Record excerpts:
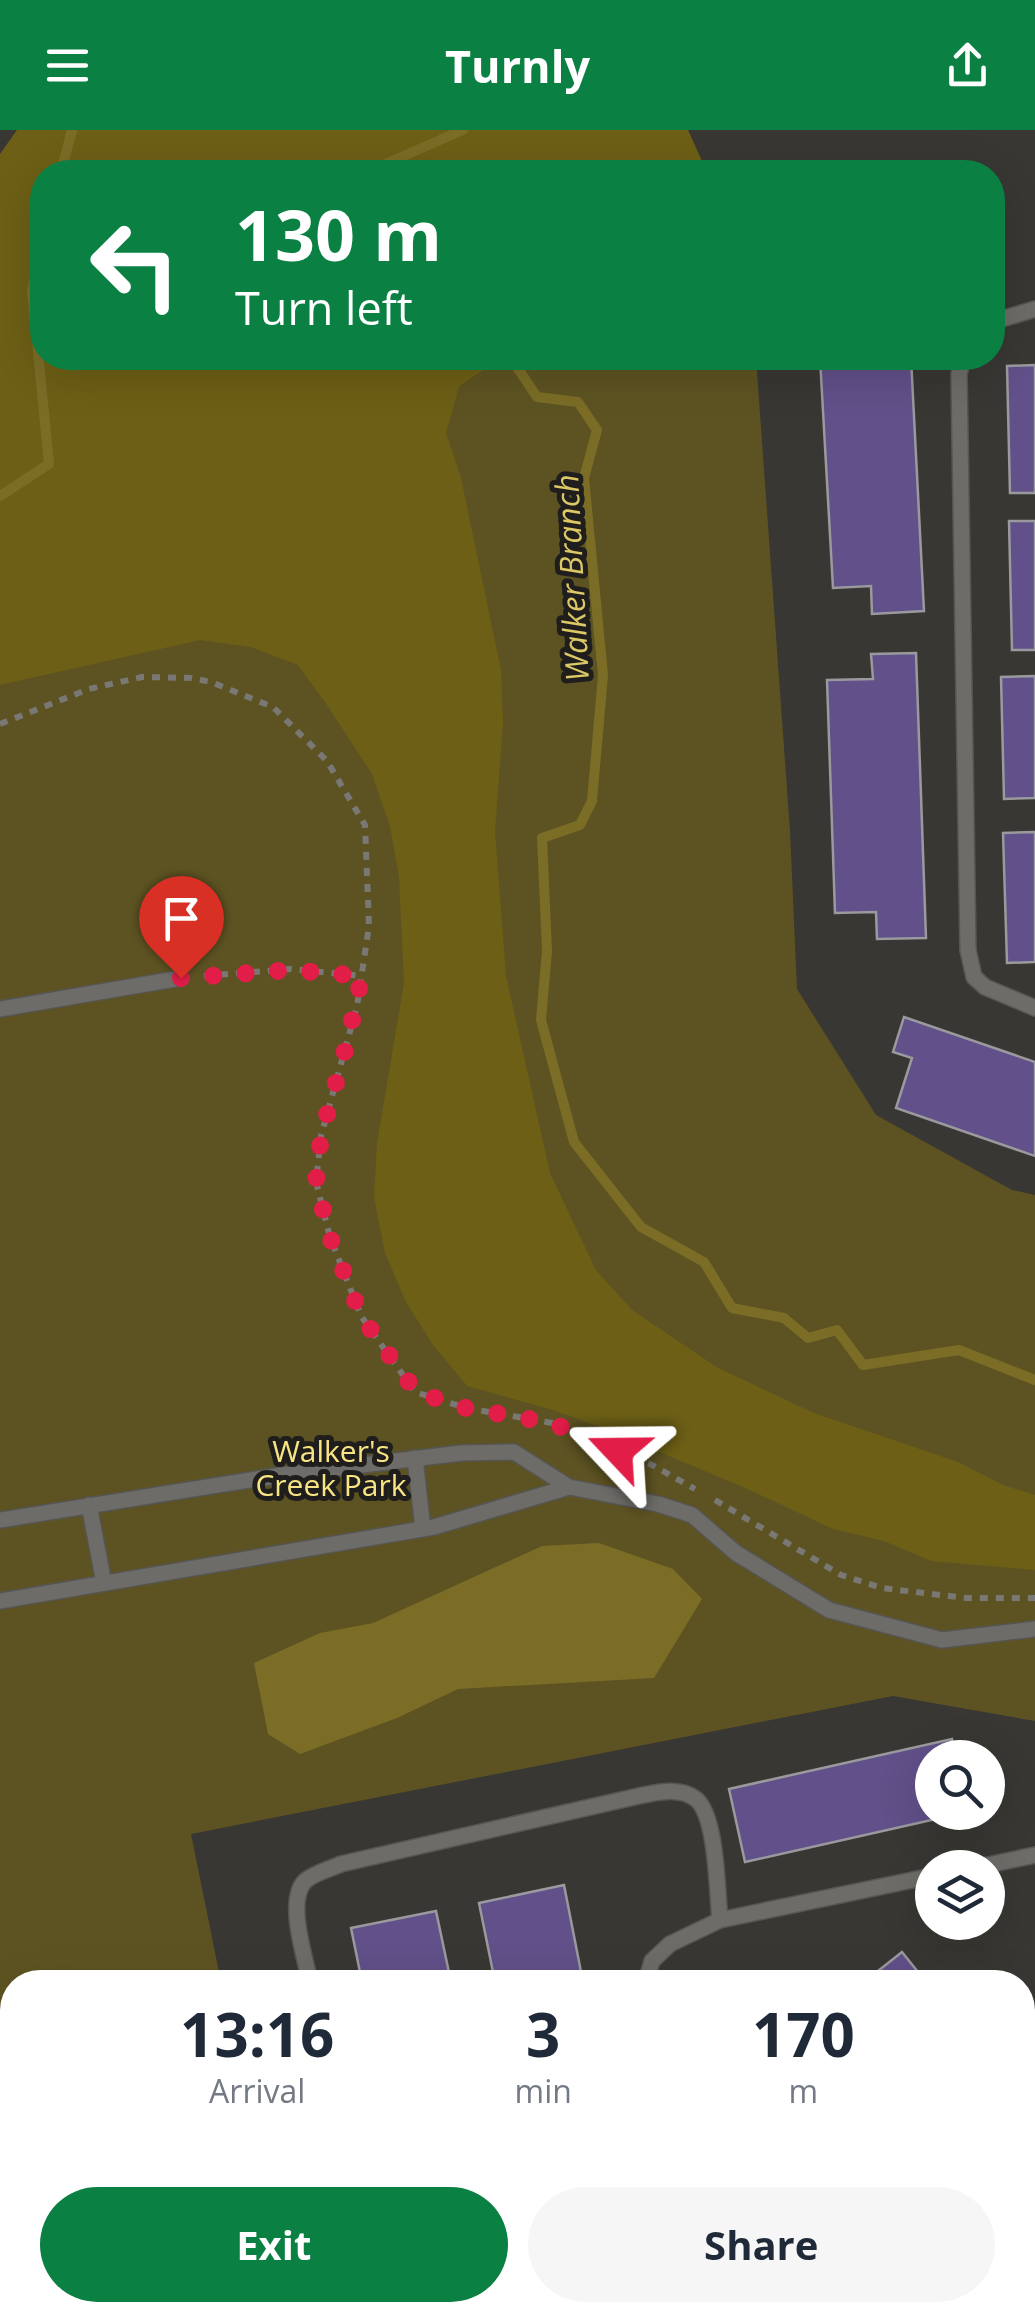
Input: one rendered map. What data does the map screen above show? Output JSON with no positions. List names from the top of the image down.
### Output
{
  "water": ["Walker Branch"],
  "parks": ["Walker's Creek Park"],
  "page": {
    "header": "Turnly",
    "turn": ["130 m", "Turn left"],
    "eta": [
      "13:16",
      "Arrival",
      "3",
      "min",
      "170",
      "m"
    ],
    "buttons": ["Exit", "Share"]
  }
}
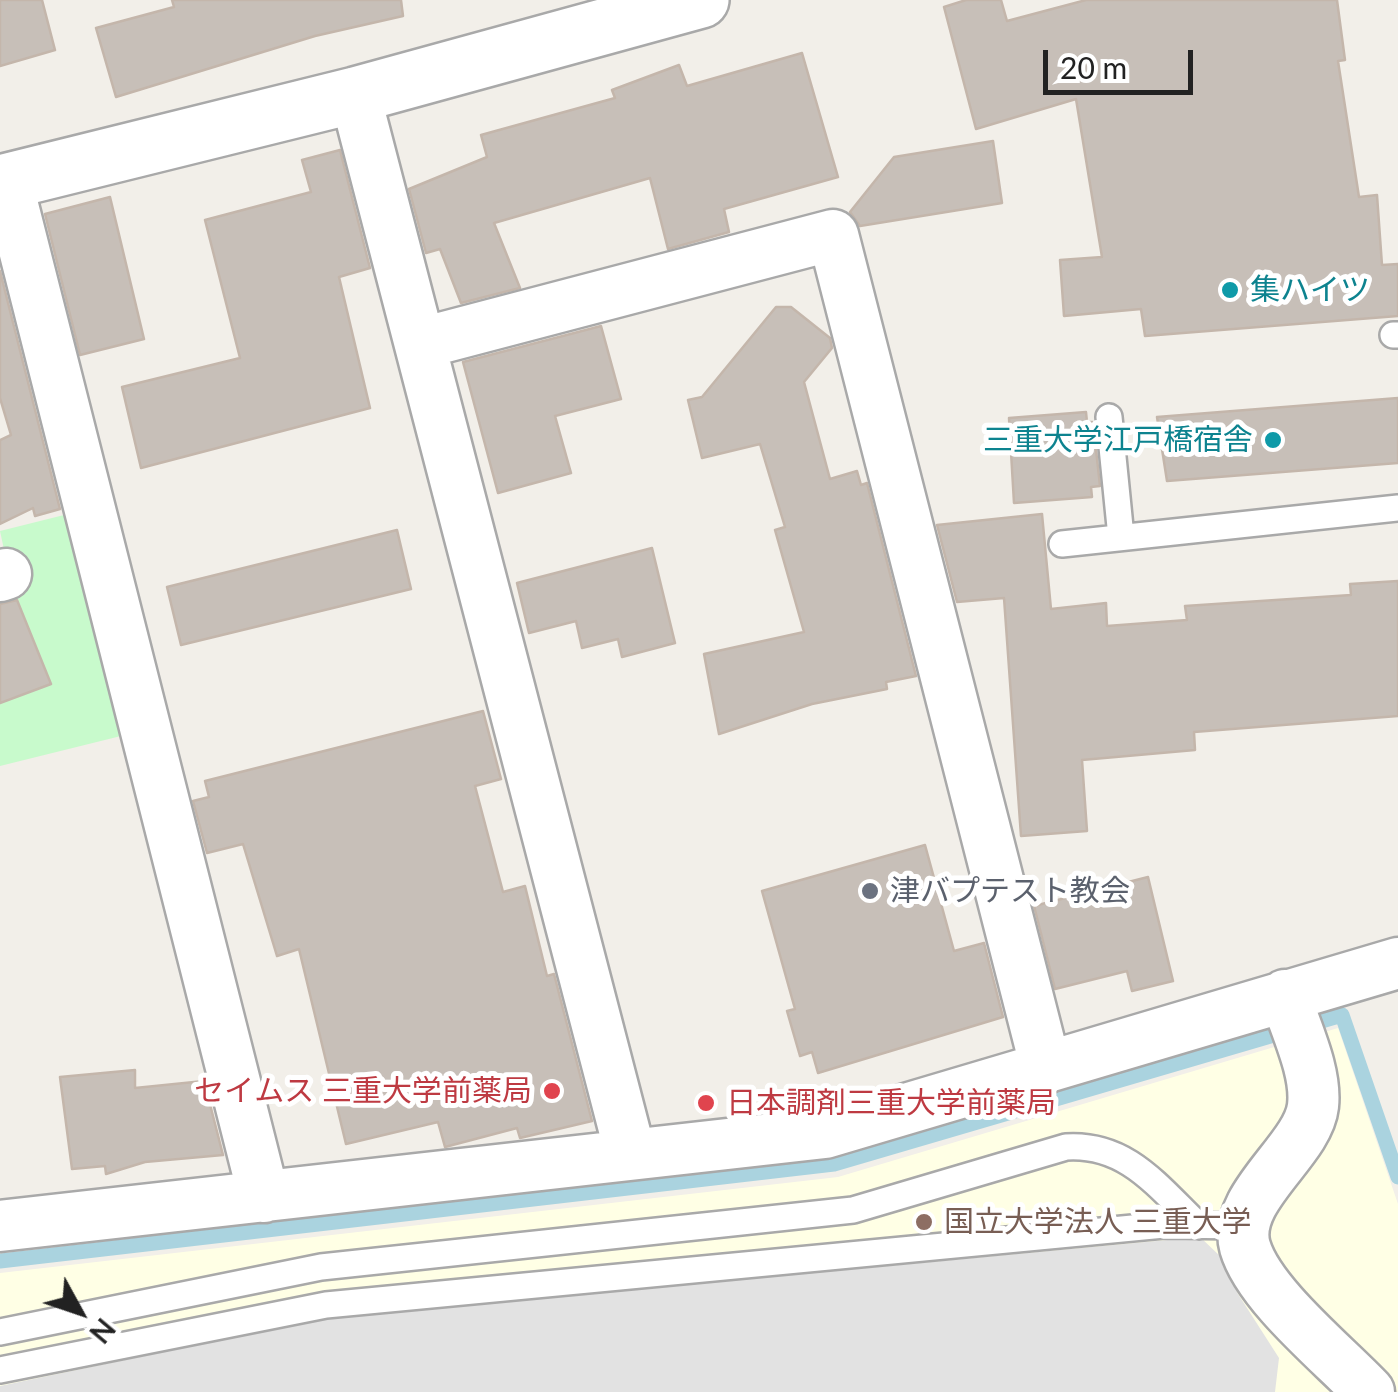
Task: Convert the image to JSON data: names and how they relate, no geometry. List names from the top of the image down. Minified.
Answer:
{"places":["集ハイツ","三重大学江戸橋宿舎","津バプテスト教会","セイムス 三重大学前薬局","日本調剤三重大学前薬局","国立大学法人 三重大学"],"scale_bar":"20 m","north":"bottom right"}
---
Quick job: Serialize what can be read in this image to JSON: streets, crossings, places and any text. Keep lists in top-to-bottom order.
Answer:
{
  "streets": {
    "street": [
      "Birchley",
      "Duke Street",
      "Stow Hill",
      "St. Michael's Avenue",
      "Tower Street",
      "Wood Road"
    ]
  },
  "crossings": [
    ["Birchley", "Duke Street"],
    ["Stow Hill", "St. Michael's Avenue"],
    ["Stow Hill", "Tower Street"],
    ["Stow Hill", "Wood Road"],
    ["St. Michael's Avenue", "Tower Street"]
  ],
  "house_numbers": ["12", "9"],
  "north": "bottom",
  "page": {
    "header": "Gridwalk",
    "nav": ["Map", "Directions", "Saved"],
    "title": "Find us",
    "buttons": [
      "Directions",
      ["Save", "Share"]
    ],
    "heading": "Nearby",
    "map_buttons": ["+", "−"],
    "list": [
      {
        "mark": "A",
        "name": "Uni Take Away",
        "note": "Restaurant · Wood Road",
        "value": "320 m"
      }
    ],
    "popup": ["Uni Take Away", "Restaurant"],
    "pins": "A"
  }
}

Your objective:
Among the lines above, find those with the string "down" and copy them.

Output for this exercise:
Input: one rendered map. What data does the map screen above show? Output JSON with no positions. List names from the top of the image down.
Task: Convert the image to JSON data: names and how they relate, no geometry. List names from the top of the image down. Minified.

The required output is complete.